Acabei de ler, no passado fim-de-semana, As Causas do Atraso Português (D. Quixote, Novembro de 2023), de Nuno Palma, economista, historiador e professor na Universidade de Manchester. O livro, exemplarmente escrito ao ponto de ser compreensível para o mais leigo dos portugueses, percorre momentos históricos fundamentais na História do país desde o fim da Idade Média até aos dias de hoje, e devia colocar-nos a pensar nas raízes profundas que tornam Portugal um país estagnado em termos económicos (talvez «empobrecido» seja mesmo a expressão indicada) quando comparado com os restantes países europeus. Nuno Palma ofereceu-nos um precioso trabalho de reflexão e facilitou-nos a auto-crítica. O país, evidentemente, passará por ele como cão por vinha vindimada. Afinal, o que ali é apontado como grande causa do nosso atraso, se tivesse a atenção que merece, devia deixar-nos todos em sobressalto e a exigir mudanças que permitissem fazer com que não se venha a dar uma ruptura. Que é como quem diz que a sociedade portuguesa devia estar a exigir reformas profundas e a mostrar-se disponível para alguns sacrifícios no presente de forma a evitar revoluções endógenas ou exógenas no futuro.

Não estamos, porém, nesse ponto. A campanha eleitoral, entretanto iniciada e com um fim ainda longínquo, demonstra-o bem. É verdade que o Partido Socialista tem pela frente uma decisão quanto ao grau da sua liderança, mas não quanto à sua natureza. José Luís Carneiro garante, no mínimo, algum bom senso, moderação e sentido de compromisso, por oposição à infantil imbecilização dos espíritos que Pedro Nuno Santos tão bem encarna. Mas algum deles acena com a mais ligeira amostra de ambição de que é possível tirar o país deste lugar que é a cloaca europeia?

Por outro lado, foi muito curioso assistir ao último congresso-comício do PSD, de onde Luís Montenegro saiu já visto como possível Primeiro-ministro pelo jornalismo activista da capital. Mas de Almada não saiu, pelo menos não da direcção do partido, essa ambição disruptiva de que o país precisa. A aparição de Cavaco Silva, de resto, abençoou a sensaboria dos pastorinhos social-democratas. É que este PSD é mais o Cavaco de 1985 do que o Cavaco debaixo da alçada europeia, de 1987 ou mesmo de 1991. Em 1985, não era o PSD de Cavaco Silva a força liberalizadora do país. Era o CDS de Lucas Pires. Ora, já nessa altura o país preferiu um PSD saído do Bloco Central, mas de cara lavada, que garantia que tudo ficaria na mesma, mas para melhorzinho – era o PSD que não defendia privatizações, mas antes a viabilidade das empresas públicas, por exemplo. E fê-lo em detrimento das mudanças de que o país precisava. Estas, na verdade, acabaram, pelo menos em parte, por se concretizar, graças à CEE e a algo de que Nuno Palma fala abundantemente: uma torneira financeira a jorrar dinheiro no país que permitiu fechar os olhos a algumas reformas introduzidas, e que nos deixa hoje incapazes e inertes de tanto vício no dinheiro dos contribuintes europeus.

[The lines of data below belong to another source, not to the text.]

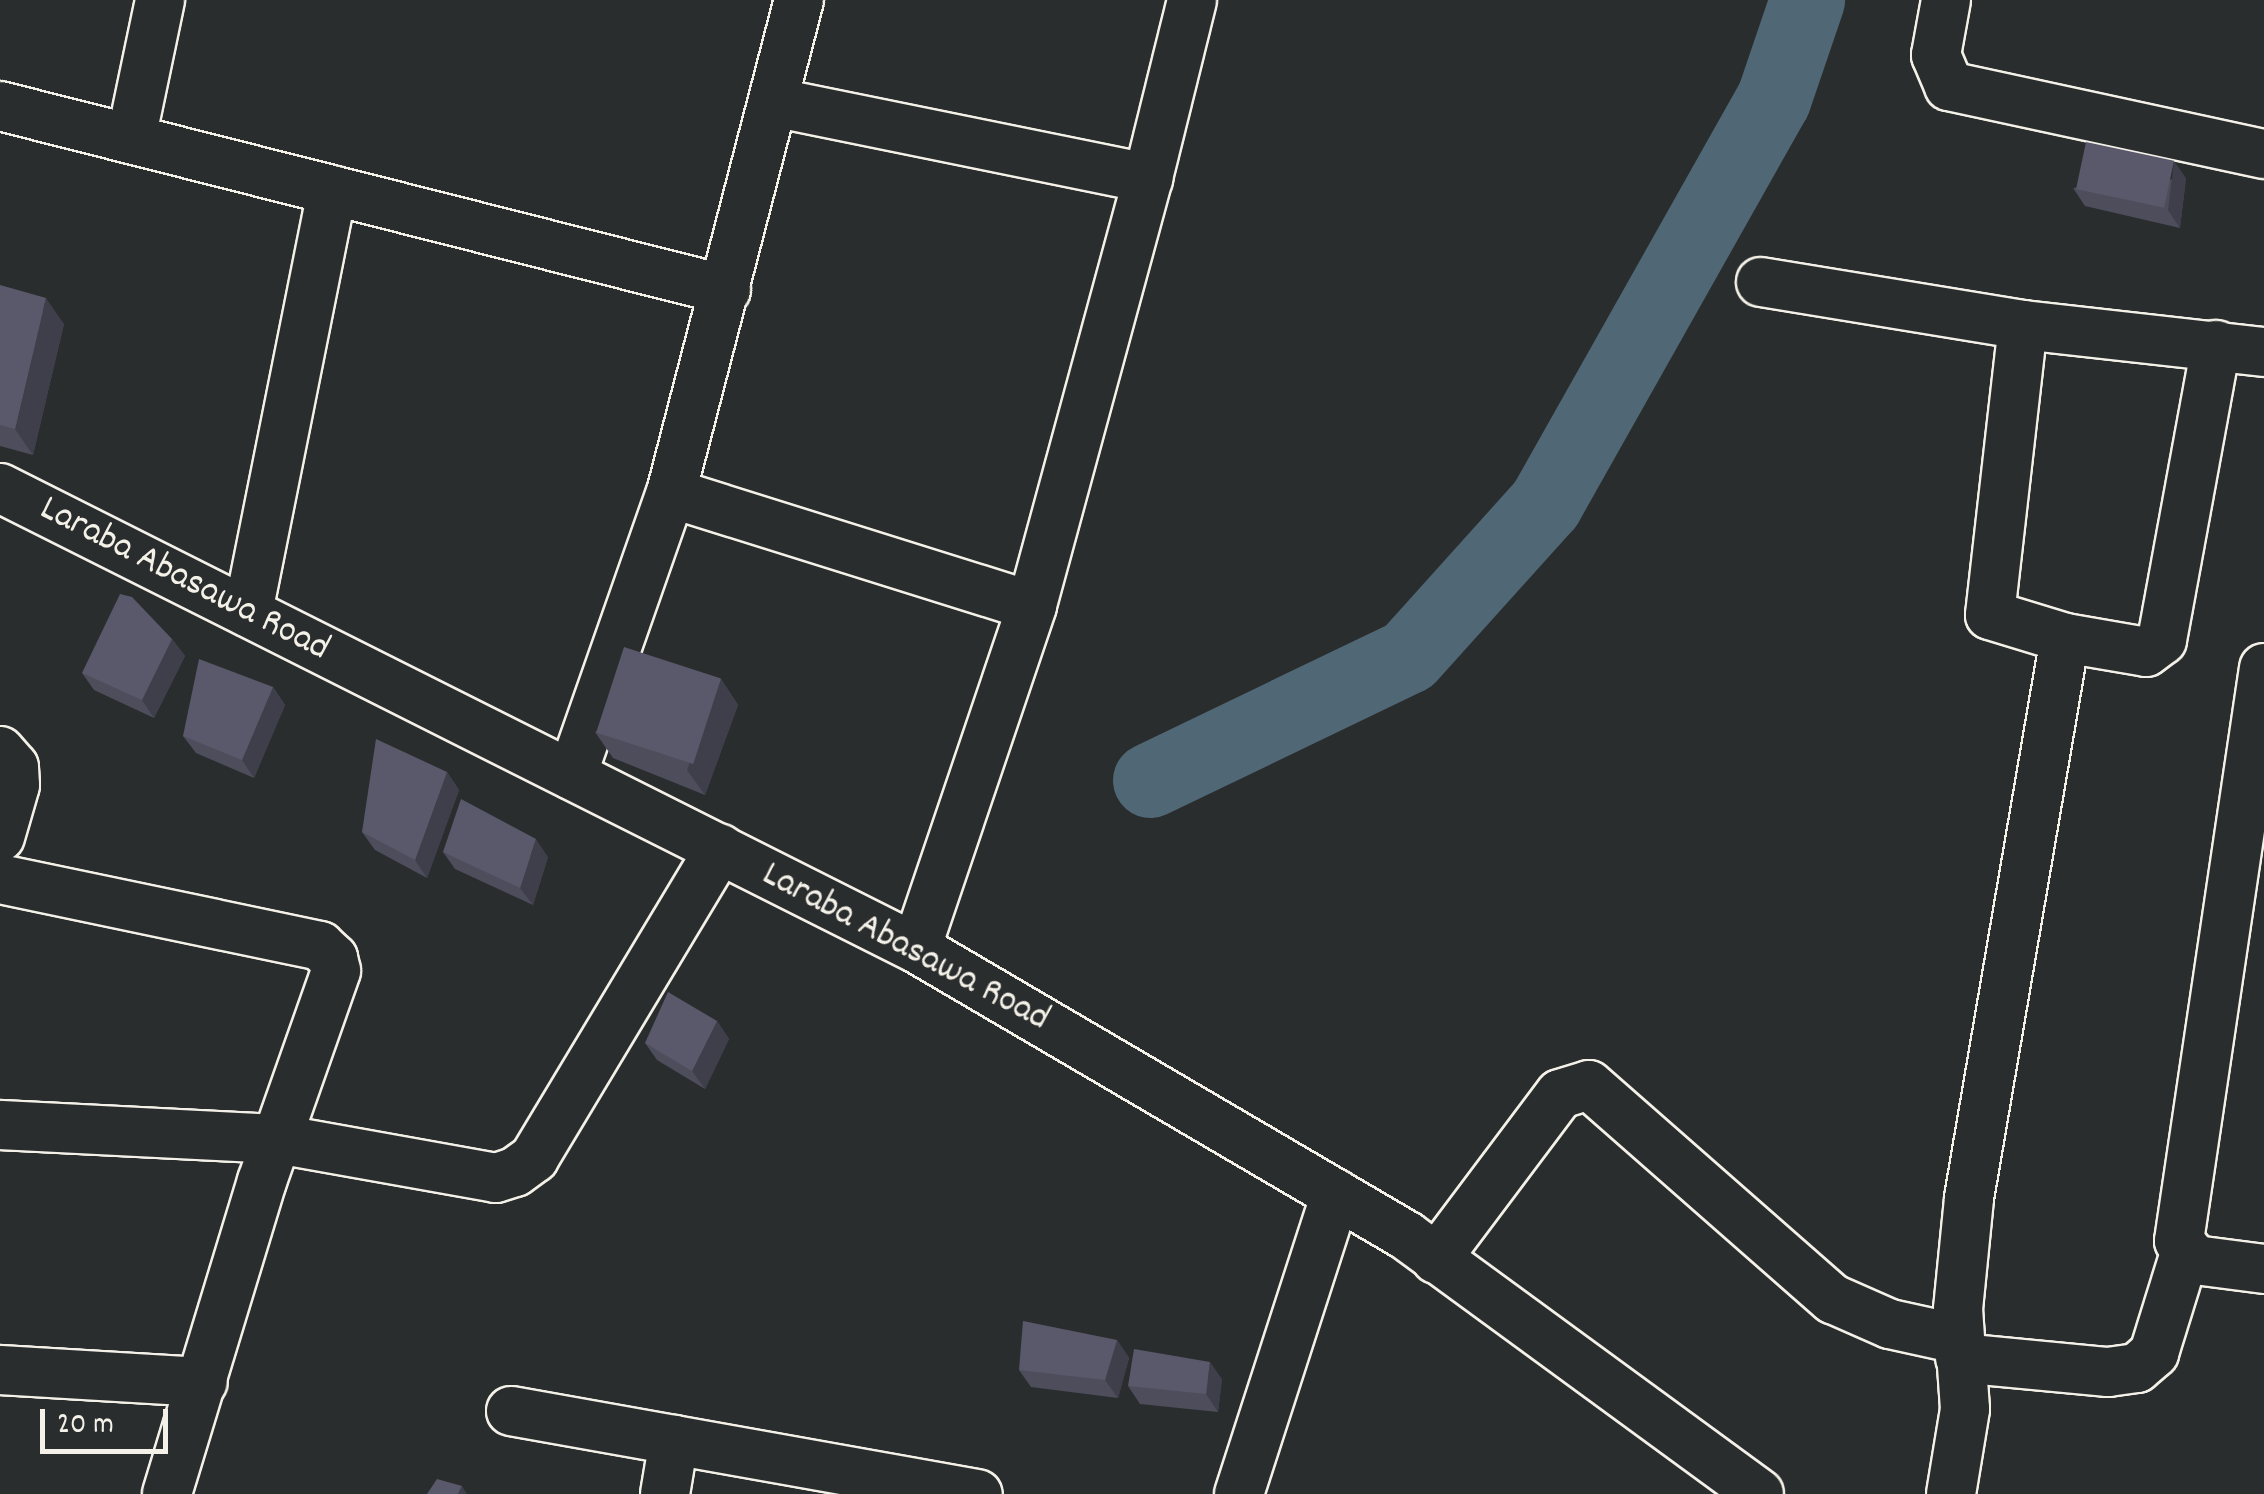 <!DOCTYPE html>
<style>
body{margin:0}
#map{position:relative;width:2264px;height:1494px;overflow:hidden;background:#2a2d2e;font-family:Dekko,sans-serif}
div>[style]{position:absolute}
.river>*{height:75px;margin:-37.5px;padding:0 37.5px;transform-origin:37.5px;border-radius:37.5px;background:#506775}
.roads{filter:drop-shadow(2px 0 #f4f1e8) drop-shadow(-2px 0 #f4f1e8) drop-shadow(0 2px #f4f1e8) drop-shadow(0 -2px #f4f1e8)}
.street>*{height:48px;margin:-24px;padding:0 24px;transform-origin:24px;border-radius:24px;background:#2a2d2e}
.wall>*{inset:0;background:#4d4d5c}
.shaded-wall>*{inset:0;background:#3f3e4b}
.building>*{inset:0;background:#5a596b;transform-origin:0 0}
span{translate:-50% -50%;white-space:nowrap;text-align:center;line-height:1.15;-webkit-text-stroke:8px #2a2d2e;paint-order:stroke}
.street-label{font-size:38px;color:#f4f1e8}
.scale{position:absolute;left:40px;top:1409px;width:128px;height:45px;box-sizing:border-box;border:5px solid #f4f1e8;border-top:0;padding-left:12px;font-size:30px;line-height:35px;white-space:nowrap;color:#f4f1e8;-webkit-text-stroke:8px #2a2d2e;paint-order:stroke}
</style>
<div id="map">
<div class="river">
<div style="left:1150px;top:780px;width:286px;rotate:-25.7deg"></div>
<div style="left:1408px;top:656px;width:205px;rotate:-48deg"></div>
<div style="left:1545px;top:504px;width:464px;rotate:-60.6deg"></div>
<div style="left:1773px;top:100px;width:106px;rotate:-71.2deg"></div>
</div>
<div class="roads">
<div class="street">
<div style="left:1946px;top:0;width:56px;rotate:100.3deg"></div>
<div style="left:1936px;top:55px;width:34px;rotate:67deg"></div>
<div style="left:1949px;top:86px;width:322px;rotate:12.2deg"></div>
<div style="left:773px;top:102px;width:383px;rotate:11.5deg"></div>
<div style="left:1148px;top:178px;width:443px;rotate:105.2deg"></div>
<div style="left:1032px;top:606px;width:361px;rotate:108.7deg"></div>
<div style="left:0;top:106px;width:749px;rotate:14.22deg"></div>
<div style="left:131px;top:139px;width:142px;rotate:-78.2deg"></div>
<div style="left:1148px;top:178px;width:183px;rotate:-76.1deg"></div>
<div style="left:1761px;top:282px;width:266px;rotate:9.3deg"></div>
<div style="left:2023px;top:325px;width:243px;rotate:6.4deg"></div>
<div style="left:2023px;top:325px;width:292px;rotate:96.5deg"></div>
<div style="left:1990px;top:615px;width:78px;rotate:17deg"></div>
<div style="left:2065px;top:638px;width:82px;rotate:9.8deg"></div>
<div style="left:2146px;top:652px;width:20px;rotate:-37deg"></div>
<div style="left:2162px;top:640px;width:300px;rotate:-79.6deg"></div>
<div style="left:0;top:488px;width:1025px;rotate:26.67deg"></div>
<div style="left:916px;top:948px;width:569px;rotate:30.39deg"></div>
<div style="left:1407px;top:1236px;width:436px;rotate:36.2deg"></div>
<div style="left:671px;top:493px;width:378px;rotate:17.4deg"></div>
<div style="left:248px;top:612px;width:430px;rotate:-78.7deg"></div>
<div style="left:2264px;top:668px;width:579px;rotate:98.44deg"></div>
<div style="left:2179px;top:1241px;width:25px;rotate:50deg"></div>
<div style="left:2195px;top:1260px;width:70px;rotate:7.4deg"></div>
<div style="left:0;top:751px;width:21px;rotate:49deg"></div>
<div style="left:14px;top:767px;width:18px;rotate:87deg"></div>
<div style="left:15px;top:785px;width:54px;rotate:106.1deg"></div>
<div style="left:572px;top:775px;width:299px;rotate:-70.7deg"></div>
<div style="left:671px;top:493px;width:509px;rotate:-75.45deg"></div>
<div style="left:0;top:879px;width:327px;rotate:11.8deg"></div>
<div style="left:320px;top:946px;width:18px;rotate:43deg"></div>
<div style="left:333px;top:958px;width:13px;rotate:77deg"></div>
<div style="left:336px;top:971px;width:223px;rotate:109.4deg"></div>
<div style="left:262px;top:1181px;width:327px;rotate:106.9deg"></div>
<div style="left:0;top:1125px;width:278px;rotate:2.9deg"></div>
<div style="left:278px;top:1139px;width:221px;rotate:10.1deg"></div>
<div style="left:496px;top:1178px;width:20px;rotate:-18deg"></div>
<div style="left:515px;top:1172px;width:24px;rotate:-36deg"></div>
<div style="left:534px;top:1158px;width:361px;rotate:-59deg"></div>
<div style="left:1436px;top:1259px;width:206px;rotate:-53.1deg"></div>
<div style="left:1560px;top:1094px;width:30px;rotate:-17deg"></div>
<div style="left:1589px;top:1085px;width:325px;rotate:41.3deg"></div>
<div style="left:1833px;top:1299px;width:62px;rotate:23.7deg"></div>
<div style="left:1890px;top:1324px;width:70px;rotate:12.4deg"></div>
<div style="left:1960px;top:1358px;width:149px;rotate:5.4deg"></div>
<div style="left:2108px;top:1372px;width:29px;rotate:-8deg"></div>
<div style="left:2137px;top:1368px;width:23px;rotate:-41deg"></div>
<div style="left:2154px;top:1353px;width:105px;rotate:-72.8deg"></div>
<div style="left:0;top:1370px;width:203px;rotate:3.4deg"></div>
<div style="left:511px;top:1411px;width:474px;rotate:10.1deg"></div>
<div style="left:665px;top:1494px;width:55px;rotate:-80.5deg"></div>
<div style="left:1239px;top:1494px;width:315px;rotate:-72.1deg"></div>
<div style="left:1951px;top:1494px;width:86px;rotate:-80.6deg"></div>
<div style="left:1965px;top:1409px;width:100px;rotate:-94deg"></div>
<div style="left:1958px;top:1309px;width:112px;rotate:-84.3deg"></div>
<div style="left:1969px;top:1198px;width:568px;rotate:-80.27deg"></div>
</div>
</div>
<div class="wall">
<div style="clip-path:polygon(2186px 178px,2180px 228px,2085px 206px,2073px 188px)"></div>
<div style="clip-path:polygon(0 285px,64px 324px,33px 455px,0 446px)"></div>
<div style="clip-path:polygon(172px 639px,185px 656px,154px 718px,94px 690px,82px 673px)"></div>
<div style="clip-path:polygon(721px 679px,738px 705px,705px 795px,613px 758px,595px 732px)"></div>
<div style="clip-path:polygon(273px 687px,285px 705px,254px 778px,196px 753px,183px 736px)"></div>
<div style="clip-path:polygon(447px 772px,459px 790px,427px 878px,375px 850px,362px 832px)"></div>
<div style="clip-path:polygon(443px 852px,548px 857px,533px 905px,455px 869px)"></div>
<div style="clip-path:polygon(717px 1021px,729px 1039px,705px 1089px,657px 1060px,645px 1043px)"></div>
<div style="clip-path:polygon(1117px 1340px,1129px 1358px,1118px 1398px,1031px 1387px,1019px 1370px)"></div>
<div style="clip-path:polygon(1222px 1379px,1218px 1412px,1140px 1404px,1128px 1386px)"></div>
</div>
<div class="shaded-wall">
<div style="clip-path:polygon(2174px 161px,2186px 178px,2180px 228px,2168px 210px)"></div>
<div style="clip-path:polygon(46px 298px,64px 324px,33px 455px,15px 429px)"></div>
<div style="clip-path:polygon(172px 639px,185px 656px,154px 718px,142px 700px)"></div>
<div style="clip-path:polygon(721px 679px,738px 705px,705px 795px,687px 770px)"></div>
<div style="clip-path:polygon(273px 687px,285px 705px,254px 778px,242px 760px)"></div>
<div style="clip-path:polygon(447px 772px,459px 790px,427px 878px,415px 860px)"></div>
<div style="clip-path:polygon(536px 839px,548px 857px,533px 905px,520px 888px)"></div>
<div style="clip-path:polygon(717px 1021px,729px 1039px,705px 1089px,692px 1071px)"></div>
<div style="clip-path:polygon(1117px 1340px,1129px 1358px,1118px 1398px,1105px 1380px)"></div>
<div style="clip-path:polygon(1210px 1362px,1222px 1379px,1218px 1412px,1206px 1394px)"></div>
<div style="clip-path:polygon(462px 1486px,467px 1494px,458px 1494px)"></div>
</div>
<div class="building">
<div style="left:2086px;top:142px;width:90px;height:48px;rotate:12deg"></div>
<div style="clip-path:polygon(0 285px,46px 298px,15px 429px,0 425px)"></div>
<div style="clip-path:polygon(120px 594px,132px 597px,172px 639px,142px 700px,82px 673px)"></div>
<div style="left:624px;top:647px;width:102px;height:90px;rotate:18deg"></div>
<div style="clip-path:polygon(199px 659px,273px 687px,242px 760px,183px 736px)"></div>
<div style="clip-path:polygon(376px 739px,447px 772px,415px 860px,362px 832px)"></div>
<div style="clip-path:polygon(461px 799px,536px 839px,520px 888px,443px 852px)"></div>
<div style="clip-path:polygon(668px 992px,717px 1021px,692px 1071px,645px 1043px)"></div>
<div style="clip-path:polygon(1023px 1321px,1117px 1340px,1105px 1380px,1019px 1370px)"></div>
<div style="clip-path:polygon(1134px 1349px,1210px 1362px,1206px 1394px,1128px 1386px)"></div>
<div style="clip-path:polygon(437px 1479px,462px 1486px,458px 1494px,427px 1494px)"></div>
</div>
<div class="street-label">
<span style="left:184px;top:580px;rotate:27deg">Laraba Abasawa Road</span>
<span style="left:905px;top:948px;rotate:28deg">Laraba Abasawa Road</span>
</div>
<div class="scale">20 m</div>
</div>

Em democracia, até se podem fazer reformas contra a vontade da maioria. Mas não se ganham eleições com programas de verdadeira alternativa num país onde a maioria que vota é envelhecida, donde menos disponível para a mudança, e sobretudo financeira e economicamente iletrada. Talvez a estratégia do PSD esteja certa: perante um eleitorado maioritariamente avesso à mudança, pouco disponível para assumir a sua própria pobreza, que ainda crê naquele fabuloso conceito que consiste em «o Governo dá», e num país onde subsiste um grande apreço pelo situacionismo, com intervalos periódicos de fervor pela ruptura revolucionária, é mesmo possível que para ganhar eleições seja essencial entrar numa lógica de não ferir grandes susceptibilidades e ser redondo o suficiente para não queimar arestas eleitorais. Pela primeira vez em oito anos, talvez o PSD esteja finalmente em situação de discutir com o PS a vitória numas eleições. E, ainda assim, não é garantido que o consiga.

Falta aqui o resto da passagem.